Gladu, who is also the shadow minister for civil liberties, said her goal with this bill was to protect Canadians, their families, their livelihoods, and their retirements, “while at the same time ensuring that lenders and suppliers receive due consideration.”
In addition, the bill will require fund managers to prepare an annual report on the solvency of the pension fund and send it to the superintendent, who currently reviews this information, as defined in the Pension Benefits Act. The report will then be tabled in Parliament for “greater transparency.”
“This bill combines the elements of others that came before, and I am hopeful we will continue to work across the aisle to support and protect Canadians going forward,” said Gladu.

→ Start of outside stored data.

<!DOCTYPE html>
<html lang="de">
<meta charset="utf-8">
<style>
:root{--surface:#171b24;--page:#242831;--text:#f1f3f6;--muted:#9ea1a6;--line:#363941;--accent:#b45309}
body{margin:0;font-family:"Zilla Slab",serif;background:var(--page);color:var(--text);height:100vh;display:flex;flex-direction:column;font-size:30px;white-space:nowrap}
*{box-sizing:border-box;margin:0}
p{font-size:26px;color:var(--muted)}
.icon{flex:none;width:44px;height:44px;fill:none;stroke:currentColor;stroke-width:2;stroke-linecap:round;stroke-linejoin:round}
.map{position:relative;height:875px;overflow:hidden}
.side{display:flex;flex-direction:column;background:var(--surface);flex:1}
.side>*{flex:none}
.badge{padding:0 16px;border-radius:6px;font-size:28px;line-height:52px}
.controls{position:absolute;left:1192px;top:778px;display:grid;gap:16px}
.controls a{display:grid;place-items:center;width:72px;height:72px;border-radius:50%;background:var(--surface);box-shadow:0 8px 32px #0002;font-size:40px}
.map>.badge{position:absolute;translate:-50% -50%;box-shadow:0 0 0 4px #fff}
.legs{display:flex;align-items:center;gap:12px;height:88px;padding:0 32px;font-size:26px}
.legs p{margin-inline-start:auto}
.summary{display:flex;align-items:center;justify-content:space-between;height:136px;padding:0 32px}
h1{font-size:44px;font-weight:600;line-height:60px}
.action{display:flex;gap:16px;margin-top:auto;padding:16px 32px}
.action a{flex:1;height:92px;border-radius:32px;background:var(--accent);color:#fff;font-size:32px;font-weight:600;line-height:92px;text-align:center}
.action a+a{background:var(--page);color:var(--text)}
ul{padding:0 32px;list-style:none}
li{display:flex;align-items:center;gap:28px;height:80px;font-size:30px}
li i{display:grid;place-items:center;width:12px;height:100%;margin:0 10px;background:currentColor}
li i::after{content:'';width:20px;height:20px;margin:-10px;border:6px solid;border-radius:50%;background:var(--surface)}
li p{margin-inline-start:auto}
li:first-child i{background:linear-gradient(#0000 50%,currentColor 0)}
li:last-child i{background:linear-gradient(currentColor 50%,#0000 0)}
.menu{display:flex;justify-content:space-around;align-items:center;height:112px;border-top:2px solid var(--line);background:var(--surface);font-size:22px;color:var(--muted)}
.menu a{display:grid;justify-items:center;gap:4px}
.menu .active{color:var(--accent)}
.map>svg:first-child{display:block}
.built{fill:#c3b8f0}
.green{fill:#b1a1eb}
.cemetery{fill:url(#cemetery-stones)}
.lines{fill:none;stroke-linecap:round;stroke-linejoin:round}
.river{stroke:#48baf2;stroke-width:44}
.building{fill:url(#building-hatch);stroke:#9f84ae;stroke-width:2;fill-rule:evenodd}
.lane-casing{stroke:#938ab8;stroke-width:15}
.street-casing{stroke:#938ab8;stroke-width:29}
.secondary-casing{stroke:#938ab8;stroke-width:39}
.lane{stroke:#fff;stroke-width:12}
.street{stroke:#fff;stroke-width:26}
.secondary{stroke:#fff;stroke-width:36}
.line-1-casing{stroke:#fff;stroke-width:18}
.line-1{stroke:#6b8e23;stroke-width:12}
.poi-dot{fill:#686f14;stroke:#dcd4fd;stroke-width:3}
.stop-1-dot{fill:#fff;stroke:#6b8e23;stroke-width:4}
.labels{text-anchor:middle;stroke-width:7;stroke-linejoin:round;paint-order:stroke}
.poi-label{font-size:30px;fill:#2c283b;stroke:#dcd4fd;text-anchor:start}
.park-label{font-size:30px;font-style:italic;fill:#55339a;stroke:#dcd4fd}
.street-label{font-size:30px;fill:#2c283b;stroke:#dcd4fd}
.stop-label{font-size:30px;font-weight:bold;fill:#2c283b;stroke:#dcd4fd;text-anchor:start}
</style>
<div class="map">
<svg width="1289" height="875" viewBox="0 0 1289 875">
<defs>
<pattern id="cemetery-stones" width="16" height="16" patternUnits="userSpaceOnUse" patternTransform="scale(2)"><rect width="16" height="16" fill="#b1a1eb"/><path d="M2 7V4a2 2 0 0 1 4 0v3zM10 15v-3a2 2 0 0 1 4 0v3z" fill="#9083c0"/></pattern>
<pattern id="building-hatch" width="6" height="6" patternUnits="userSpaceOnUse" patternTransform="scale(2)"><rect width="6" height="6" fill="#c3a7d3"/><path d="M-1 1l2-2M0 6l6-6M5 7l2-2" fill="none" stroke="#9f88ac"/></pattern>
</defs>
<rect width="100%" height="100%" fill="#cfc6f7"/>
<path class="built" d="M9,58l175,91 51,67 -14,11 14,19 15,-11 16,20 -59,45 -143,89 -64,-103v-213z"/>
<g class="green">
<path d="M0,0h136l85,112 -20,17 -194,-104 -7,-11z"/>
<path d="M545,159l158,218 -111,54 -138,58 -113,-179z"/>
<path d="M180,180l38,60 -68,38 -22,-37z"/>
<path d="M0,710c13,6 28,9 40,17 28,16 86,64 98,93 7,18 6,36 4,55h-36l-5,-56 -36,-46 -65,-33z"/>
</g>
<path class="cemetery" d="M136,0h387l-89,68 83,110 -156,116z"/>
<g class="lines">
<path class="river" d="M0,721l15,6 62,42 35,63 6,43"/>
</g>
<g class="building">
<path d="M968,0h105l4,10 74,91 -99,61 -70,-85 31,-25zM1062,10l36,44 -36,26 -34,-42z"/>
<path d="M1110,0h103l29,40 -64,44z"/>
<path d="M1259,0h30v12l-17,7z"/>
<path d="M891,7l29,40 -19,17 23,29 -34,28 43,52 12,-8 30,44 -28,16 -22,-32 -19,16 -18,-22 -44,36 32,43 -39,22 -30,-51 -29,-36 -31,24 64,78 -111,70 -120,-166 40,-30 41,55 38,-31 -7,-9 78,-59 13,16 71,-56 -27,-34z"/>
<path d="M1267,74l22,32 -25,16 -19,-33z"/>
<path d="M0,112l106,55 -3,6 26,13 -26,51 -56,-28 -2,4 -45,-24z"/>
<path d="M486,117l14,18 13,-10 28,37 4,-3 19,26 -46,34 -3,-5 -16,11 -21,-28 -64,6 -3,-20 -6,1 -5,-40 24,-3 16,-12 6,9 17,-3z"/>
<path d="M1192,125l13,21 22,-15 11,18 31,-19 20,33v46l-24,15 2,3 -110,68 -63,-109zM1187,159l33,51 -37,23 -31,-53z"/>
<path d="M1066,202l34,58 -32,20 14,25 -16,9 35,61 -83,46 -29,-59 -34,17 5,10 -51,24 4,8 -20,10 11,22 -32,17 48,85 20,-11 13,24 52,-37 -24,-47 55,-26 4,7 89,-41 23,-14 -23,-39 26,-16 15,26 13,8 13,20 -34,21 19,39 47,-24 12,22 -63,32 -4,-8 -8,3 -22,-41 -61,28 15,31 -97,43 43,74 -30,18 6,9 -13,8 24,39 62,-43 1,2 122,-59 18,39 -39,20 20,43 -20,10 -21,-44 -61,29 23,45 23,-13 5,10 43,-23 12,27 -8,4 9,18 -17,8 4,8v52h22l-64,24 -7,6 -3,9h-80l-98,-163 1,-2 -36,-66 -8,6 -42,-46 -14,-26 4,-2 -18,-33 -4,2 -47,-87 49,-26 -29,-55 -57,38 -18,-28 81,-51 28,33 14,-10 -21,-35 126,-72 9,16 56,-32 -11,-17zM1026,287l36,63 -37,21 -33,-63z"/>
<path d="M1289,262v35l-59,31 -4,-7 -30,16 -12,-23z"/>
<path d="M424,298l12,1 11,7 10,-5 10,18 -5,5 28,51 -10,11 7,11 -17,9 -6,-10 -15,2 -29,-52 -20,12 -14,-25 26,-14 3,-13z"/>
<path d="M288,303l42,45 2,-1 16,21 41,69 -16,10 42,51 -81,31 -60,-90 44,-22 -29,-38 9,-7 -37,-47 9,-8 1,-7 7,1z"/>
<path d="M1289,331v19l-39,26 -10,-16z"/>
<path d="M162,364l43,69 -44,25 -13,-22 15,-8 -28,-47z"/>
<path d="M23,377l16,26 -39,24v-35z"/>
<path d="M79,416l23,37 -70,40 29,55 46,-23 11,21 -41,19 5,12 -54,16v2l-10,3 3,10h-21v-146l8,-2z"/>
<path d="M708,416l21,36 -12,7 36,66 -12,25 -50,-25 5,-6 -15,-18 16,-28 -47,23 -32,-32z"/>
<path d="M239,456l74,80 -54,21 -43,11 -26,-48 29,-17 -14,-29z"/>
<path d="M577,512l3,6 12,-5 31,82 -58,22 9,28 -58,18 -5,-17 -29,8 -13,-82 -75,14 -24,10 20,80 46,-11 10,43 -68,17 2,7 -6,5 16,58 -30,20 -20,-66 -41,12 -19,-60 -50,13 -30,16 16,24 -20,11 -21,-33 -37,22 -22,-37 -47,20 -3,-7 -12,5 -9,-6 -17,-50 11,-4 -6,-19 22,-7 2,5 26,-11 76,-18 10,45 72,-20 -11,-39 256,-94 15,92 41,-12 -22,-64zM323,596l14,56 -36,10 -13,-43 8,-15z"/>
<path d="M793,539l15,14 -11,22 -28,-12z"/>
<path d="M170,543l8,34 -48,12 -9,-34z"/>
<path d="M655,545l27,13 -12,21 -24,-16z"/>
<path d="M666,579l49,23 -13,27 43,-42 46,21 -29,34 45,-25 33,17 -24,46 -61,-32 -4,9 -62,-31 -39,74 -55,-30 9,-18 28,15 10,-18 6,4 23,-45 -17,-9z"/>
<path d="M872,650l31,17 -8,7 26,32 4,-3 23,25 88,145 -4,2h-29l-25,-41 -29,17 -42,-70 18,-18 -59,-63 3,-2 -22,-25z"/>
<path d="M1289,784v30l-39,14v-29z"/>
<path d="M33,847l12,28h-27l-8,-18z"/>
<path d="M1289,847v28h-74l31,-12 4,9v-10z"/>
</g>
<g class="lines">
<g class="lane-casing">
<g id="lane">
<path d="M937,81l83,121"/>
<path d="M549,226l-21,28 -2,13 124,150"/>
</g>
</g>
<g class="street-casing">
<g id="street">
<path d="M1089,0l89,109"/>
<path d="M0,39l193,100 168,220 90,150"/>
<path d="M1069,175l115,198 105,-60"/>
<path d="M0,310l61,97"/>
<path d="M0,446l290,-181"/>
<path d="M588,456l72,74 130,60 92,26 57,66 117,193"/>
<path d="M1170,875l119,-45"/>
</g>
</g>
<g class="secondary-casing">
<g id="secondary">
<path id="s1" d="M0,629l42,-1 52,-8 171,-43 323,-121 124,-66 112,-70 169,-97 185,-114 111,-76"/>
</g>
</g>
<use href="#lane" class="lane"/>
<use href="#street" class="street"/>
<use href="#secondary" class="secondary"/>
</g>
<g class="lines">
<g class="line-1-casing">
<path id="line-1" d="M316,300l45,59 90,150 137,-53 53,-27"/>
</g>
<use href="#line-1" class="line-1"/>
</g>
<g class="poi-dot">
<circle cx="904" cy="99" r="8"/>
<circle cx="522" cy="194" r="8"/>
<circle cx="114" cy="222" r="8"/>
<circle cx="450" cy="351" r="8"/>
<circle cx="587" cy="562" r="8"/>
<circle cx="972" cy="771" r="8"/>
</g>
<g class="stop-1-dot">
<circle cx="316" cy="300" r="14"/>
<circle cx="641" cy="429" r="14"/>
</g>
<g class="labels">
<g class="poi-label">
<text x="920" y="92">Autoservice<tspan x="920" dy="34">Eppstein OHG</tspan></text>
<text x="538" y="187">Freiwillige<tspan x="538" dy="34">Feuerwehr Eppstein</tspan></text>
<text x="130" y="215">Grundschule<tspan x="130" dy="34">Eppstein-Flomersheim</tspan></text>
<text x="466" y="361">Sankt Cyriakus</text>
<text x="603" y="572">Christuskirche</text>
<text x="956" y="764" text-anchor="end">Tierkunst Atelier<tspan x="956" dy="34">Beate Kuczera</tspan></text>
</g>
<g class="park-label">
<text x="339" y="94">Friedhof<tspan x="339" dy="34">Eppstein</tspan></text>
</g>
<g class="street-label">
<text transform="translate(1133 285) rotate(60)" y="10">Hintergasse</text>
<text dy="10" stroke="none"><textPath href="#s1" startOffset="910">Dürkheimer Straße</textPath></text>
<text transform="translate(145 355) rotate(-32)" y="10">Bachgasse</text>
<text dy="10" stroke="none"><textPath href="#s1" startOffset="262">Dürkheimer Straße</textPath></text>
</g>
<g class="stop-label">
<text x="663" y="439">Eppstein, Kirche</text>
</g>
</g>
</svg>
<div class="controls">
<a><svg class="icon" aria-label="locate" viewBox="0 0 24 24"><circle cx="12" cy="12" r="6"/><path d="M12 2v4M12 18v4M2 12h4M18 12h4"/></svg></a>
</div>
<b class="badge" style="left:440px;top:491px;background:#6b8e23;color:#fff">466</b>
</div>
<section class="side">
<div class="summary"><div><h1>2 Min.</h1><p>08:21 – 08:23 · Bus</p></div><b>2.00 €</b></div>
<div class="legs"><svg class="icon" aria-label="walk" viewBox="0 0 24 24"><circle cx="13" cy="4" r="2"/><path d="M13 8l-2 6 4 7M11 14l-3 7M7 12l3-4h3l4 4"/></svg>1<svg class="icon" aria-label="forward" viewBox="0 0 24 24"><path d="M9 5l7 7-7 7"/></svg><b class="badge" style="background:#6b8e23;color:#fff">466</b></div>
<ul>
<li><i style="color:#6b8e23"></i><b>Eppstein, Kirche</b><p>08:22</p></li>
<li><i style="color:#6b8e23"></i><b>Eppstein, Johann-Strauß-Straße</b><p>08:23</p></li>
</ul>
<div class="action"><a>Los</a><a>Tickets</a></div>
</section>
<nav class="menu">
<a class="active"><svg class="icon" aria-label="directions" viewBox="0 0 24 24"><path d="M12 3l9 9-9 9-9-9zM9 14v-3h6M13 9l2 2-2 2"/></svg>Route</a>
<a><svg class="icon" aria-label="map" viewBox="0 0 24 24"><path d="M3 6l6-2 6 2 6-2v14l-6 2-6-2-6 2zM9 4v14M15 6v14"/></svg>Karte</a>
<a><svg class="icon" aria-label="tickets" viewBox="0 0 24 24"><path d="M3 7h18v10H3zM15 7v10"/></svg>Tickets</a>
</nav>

“Until now, when companies like Sears went bankrupt, the assets of the failed company were divided and banks were paid first. ”This unexpected loss in a fixed income plunged vulnerable seniors into poverty,” said Bill VanGorder, chief policy officer at CARP.
Criticism
The bill has been criticized by the Pension Investment Association of Canada (PIAC), who have said it would be harmful to defined benefit pension plan sponsors. Back in September 2021, PIAC co-signed an open letter calling for MPs to block the bill.PIAC has argued that by implementing super-priority rules, the bill would cause companies that sponsor defined benefit pension plan plans to be subject to higher interest, which could force employers to close the plans.
The open letter was also signed by the Canadian Bankers Association, the Canadian Chamber of Commerce, and Canadian Manufacturers and Exporters.